L’effet du coronavirus sur les idées politiques. C’est devenu un poncif de le dire : la crise aura des effets politiques majeurs. Cependant, le rapport de force partisan ne devrait pas forcément changer, d’autant qu’il n’est pas prévu d’élections nationales en France (législatives et présidentielle) avant deux ans

 Les changements seront idéologiques, à  l’intérieur de chacun des partis, et singulièrement des partis dits de  gouvernement.

En ce moment, deux grands courants d’idées se voient renforcés par les événements : l’écologie et le  nationalisme. Les écologistes alertent depuis des décennies sur les  dérèglements causés par l’homme, les excès et l’absurdité productivistes et consuméristes. La crise actuelle renforce la pertinence  de leur idée selon laquelle il faut organiser une autre croissance.

Le  RN voit, lui, ses arguments enjolivés.
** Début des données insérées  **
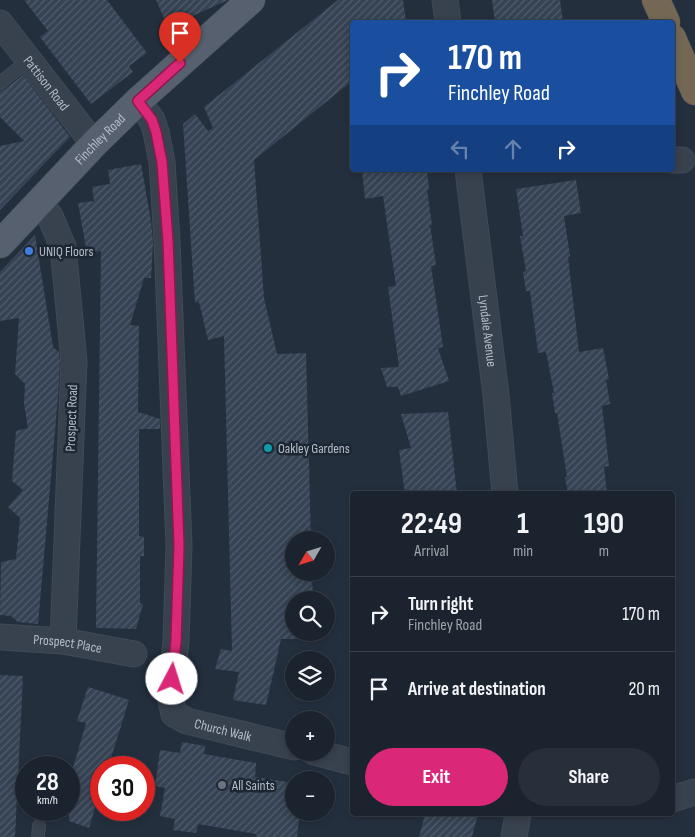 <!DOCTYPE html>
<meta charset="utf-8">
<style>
:root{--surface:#1b232e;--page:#282f3a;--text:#f1f3f6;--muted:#a0a4aa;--line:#39404a;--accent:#db2777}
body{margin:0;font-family:"Sofia Sans Condensed",sans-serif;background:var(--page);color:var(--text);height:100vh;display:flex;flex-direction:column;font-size:19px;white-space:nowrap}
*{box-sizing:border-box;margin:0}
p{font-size:16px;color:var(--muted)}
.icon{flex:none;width:28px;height:28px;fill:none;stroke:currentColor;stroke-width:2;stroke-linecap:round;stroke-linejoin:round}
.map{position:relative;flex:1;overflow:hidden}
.panel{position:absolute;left:350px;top:491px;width:325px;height:325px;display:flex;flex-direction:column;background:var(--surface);border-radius:5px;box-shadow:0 2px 8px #0003,0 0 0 1px var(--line)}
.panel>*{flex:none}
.top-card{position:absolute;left:350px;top:20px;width:325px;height:152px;border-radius:5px;box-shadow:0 2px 8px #0003,0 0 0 1px var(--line);background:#1a4fa0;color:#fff;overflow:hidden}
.needle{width:32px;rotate:231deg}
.fabs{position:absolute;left:285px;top:531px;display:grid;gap:10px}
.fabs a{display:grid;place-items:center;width:50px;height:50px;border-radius:50%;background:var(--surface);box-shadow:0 2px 8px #0003,0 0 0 1px var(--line);font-size:25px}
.speed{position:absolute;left:15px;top:756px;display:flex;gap:10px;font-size:25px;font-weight:700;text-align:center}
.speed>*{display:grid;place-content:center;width:65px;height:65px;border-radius:50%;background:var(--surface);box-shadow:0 2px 8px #0003,0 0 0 1px var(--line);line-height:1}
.speed small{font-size:12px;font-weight:400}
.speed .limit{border:8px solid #d22;background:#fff;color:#111}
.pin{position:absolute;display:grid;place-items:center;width:42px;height:42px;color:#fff;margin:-51px -21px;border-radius:50% 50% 50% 0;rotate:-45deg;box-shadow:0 0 5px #0007}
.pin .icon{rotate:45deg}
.me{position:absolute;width:55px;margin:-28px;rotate:5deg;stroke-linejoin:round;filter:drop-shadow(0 0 4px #0008)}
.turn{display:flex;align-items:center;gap:18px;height:105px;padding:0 15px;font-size:22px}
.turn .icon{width:65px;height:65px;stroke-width:2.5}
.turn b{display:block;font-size:35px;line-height:42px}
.lanes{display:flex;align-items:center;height:48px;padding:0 15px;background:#0003;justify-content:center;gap:25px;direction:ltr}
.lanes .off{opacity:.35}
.eta{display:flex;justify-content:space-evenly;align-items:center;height:85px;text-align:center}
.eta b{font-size:30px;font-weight:700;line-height:35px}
.cta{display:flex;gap:10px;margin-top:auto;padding:10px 15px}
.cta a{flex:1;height:58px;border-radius:30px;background:var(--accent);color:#fff;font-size:20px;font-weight:700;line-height:58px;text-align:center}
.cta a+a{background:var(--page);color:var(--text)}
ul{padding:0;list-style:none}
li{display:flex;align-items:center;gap:15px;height:75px;padding:0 15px;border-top:1px solid var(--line)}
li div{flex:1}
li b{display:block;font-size:19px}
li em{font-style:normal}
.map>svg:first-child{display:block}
.building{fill:url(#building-hatch)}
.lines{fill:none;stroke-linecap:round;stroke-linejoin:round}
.lane-casing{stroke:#414a57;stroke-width:14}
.street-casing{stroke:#414a57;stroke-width:27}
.primary-casing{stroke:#414a57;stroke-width:29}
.highway-casing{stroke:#434c59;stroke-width:29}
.lane{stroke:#38414e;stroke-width:12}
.street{stroke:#38414e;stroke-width:25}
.primary{stroke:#56606e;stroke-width:28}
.highway{stroke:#746855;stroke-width:28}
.route-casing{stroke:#8e194d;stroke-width:12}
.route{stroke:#db2777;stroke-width:9}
.shop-dot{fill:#3f7fe0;stroke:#1d2633;stroke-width:2}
.culture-dot{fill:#0f9aa8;stroke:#1d2633;stroke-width:2}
.worship-dot{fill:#6b7280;stroke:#1d2633;stroke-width:2}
.labels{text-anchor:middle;stroke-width:5;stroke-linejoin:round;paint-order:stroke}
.street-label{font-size:14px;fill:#b4bcc9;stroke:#1d2633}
.poi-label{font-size:14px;fill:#b4bcc9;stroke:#1d2633;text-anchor:start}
</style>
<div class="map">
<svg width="695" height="837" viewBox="0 0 695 837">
<defs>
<pattern id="building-hatch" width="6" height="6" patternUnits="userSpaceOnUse" patternTransform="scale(1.25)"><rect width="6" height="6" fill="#364354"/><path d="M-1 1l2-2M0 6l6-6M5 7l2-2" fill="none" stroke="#515c6b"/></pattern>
</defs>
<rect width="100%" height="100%" fill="#242f3e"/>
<g class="building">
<path d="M 24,0 L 107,0 L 147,53 L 129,66 L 133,72 L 91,104 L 40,37 L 48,31 Z"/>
<path d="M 156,0 L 228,0 L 168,27 Z"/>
<path d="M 338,0 L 403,0 L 406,22 L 352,22 L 352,81 L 254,160 L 264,298 L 277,354 L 306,353 L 311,540 L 294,540 L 294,572 L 312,572 L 313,600 L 294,600 L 294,632 L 314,632 L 314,639 L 281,639 L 266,705 L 233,700 L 239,672 L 215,669 L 221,649 L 232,651 L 224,336 L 208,340 L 199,302 L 195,303 L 183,124 L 195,114 L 208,131 L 213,128 L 204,107 Z"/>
<path d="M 492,0 L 560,0 L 563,22 L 495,22 Z"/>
<path d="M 23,75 L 70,137 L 0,210 L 0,146 L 24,141 L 0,117 L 0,91 L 5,89 Z"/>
<path d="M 141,164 L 151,221 L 153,243 L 151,278 L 144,278 L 130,325 L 139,326 L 138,412 L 160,419 L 160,429 L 139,429 L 139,536 L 144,537 L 144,556 L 140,556 L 140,603 L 143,604 L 136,629 L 96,628 L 101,251 L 87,253 L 78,203 L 94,201 L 92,187 L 110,184 L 108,170 Z"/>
<path d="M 362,170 L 427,170 L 429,189 L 427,190 L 432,225 L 430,225 L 436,265 L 431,266 L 443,347 L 438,348 L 449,381 L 401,396 L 398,387 L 387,387 L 381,368 L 399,367 L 388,287 L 396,286 L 383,196 L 365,199 Z"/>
<path d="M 576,180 L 581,213 L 564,216 L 570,256 L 568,257 L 579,352 L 603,348 L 609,379 L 606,380 L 610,404 L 602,406 L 609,466 L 604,467 L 607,494 L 568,494 L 565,477 L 567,477 L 557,413 L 555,413 L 552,393 L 554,393 L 546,352 L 538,353 L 530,291 L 526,291 L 523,272 L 526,271 L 520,236 L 523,236 L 516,189 Z"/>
<path d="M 35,235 L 53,347 L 59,352 L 60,361 L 58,397 L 38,624 L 18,622 L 11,616 L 0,615 L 1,562 L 16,559 L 20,518 L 8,507 L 23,490 L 12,481 L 16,431 L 28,428 L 24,404 L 25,384 L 15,374 L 19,318 L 0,321 L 0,272 Z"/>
<path d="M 448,412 L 457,494 L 405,494 L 399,450 L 411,448 L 401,414 Z"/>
<path d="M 0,675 L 23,676 L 15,837 L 0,837 Z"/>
<path d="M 88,687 L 129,700 L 108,768 L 101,768 L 101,788 L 89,828 L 69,821 L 69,782 L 86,723 L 77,721 Z"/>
<path d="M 182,742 L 205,746 L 204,754 L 256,763 L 255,777 L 294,783 L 294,812 L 300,812 L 297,837 L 256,837 L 256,834 L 198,824 L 196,833 L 173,830 L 175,819 L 160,816 L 165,788 L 155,786 L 160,750 L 180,753 Z"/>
<path d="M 425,814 L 478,814 L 472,837 L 419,837 Z"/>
</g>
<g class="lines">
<defs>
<g id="lane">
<path d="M 0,83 L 29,60"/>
<path d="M 38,837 L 39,826"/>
</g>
<g id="street">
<path d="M 445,0 L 448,22"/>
<path id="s1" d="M 0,23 L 94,144"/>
<path id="s2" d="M 138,101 L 152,120 L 156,132 L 162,162 L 167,241 L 179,546 L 176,641 L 170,697 L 174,714 L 187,721 L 294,747"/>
<path d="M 672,160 L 682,160"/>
<path id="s3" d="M 468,170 L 496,395 L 505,494"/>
<path d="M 40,202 L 50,216 L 63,247 L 74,361 L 63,641"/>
<path id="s4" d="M 0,637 L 63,641 L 134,654"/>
<path d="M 314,752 L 352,762"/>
<path d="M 672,799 L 695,792"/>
<path d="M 514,837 L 518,814"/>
</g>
<g id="primary">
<path id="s5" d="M 0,244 L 94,144 L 138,101 L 251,0"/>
</g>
<g id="highway">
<path d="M 656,0 L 666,22"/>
<path d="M 672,38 L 695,91"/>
</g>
</defs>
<use href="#lane" class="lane-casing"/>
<use href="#street" class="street-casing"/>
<use href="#primary" class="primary-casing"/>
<use href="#highway" class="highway-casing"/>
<use href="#lane" class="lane"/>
<use href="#street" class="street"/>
<use href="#primary" class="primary"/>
<use href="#highway" class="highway"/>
</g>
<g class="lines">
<defs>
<path id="route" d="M 172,679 L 176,641 L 179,546 L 168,241 L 162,162 L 156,132 L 152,120 L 138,101 L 180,63"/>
</defs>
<use href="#route" class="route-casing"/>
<use href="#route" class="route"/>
</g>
<circle class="shop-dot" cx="29" cy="251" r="5"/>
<circle class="culture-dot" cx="268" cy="448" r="5"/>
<circle class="worship-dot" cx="222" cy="785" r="5"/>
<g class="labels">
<g class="street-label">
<text dy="5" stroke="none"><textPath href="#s1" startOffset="76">Pattison Road</textPath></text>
<text dy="5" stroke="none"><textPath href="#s5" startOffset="145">Finchley Road</textPath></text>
<text dy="5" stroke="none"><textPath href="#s3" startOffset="162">Lyndale Avenue</textPath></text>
<text transform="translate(71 418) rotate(-88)" y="5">Prospect Road</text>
<text dy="5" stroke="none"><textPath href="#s4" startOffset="68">Prospect Place</textPath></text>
<text dy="5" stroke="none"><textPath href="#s2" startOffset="672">Church Walk</textPath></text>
</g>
<g class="poi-label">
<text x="39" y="256">UNIQ Floors</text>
<text x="278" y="453">Oakley Gardens</text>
<text x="232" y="790">All Saints</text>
</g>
</g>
</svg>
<div class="fabs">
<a><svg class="needle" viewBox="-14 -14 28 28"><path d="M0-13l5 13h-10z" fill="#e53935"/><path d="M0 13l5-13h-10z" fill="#a0a4aa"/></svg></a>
<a><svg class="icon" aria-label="search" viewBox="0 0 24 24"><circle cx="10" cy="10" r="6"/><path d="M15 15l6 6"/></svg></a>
<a><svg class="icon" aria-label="layers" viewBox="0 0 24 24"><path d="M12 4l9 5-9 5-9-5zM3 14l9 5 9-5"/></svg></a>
<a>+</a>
<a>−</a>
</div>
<div class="speed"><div>28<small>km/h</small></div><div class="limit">30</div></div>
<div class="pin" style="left:180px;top:63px;background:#d93025"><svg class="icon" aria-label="arrive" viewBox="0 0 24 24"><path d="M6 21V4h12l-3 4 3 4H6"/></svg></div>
<svg class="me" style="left:172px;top:679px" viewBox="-20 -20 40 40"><circle r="19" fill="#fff"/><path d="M0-13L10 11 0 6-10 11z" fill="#db2777"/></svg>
<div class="top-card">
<div class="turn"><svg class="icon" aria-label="right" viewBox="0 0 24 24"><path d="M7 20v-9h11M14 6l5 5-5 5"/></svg><div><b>170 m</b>Finchley Road</div></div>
<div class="lanes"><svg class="icon off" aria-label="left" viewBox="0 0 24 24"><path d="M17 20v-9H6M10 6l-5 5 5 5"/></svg><svg class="icon off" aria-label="ahead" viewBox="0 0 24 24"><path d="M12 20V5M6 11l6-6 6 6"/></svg><svg class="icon" aria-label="right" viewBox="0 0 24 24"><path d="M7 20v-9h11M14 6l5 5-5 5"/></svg></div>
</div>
<section class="panel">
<div class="eta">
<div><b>22:49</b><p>Arrival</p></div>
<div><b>1</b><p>min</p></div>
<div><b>190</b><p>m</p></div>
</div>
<ul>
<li><svg class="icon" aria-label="right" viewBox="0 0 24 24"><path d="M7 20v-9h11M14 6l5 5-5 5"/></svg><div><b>Turn right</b><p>Finchley Road</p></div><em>170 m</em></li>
<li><svg class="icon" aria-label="arrive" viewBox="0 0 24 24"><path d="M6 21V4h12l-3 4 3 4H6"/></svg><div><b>Arrive at destination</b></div><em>20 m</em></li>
</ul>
<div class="cta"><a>Exit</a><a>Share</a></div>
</section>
</div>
Les frontières retrouvent une  justification, apparaissent comme des instruments utiles. L’idée plus  générale selon laquelle le flux humain, le mélange, une certaine  modernité est un facteur de pandémie et de malheurs a l’apparence flatteuse de  l’évidence. ‘Chacun chez soi et tout ira mieux’, philosophie de  base des nationalistes, est aujourd’hui un slogan, pour d’autres raisons  bien sûr, de bon sens.

Mais quel cadeau symbolique  pour le RN ! De plus, le mélange de mystère scientifique, de peurs  ancestrales d’un ennemi invisible et étranger, passé au shaker des  réseaux sociaux, validé par l’incontinence de ‘n’importe quoi’ déversé  par des chaines comme C-news, font le reste.  

La crise est alliée de la bataille culturelle des écologistes et du RN.  Au contraire, le PS, LR et LREM, coincés dans la sphère de ce qu’il est  convenu d’appeler (avec connotation péjorative ou flatteuse) ‘le cercle de la raison’,  se voient affaiblis.  Parce que ce monde qui a permis la fulgurante propagation du  coronavirus est perçu –à tort ou à raison- comme étant le leur. L’enfant  du capitalisme et de  la lente dérégulation voulue ou accompagnée,  depuis les années 80, par les gouvernants de gauche, de  droite et aujourd’hui des deux réunis.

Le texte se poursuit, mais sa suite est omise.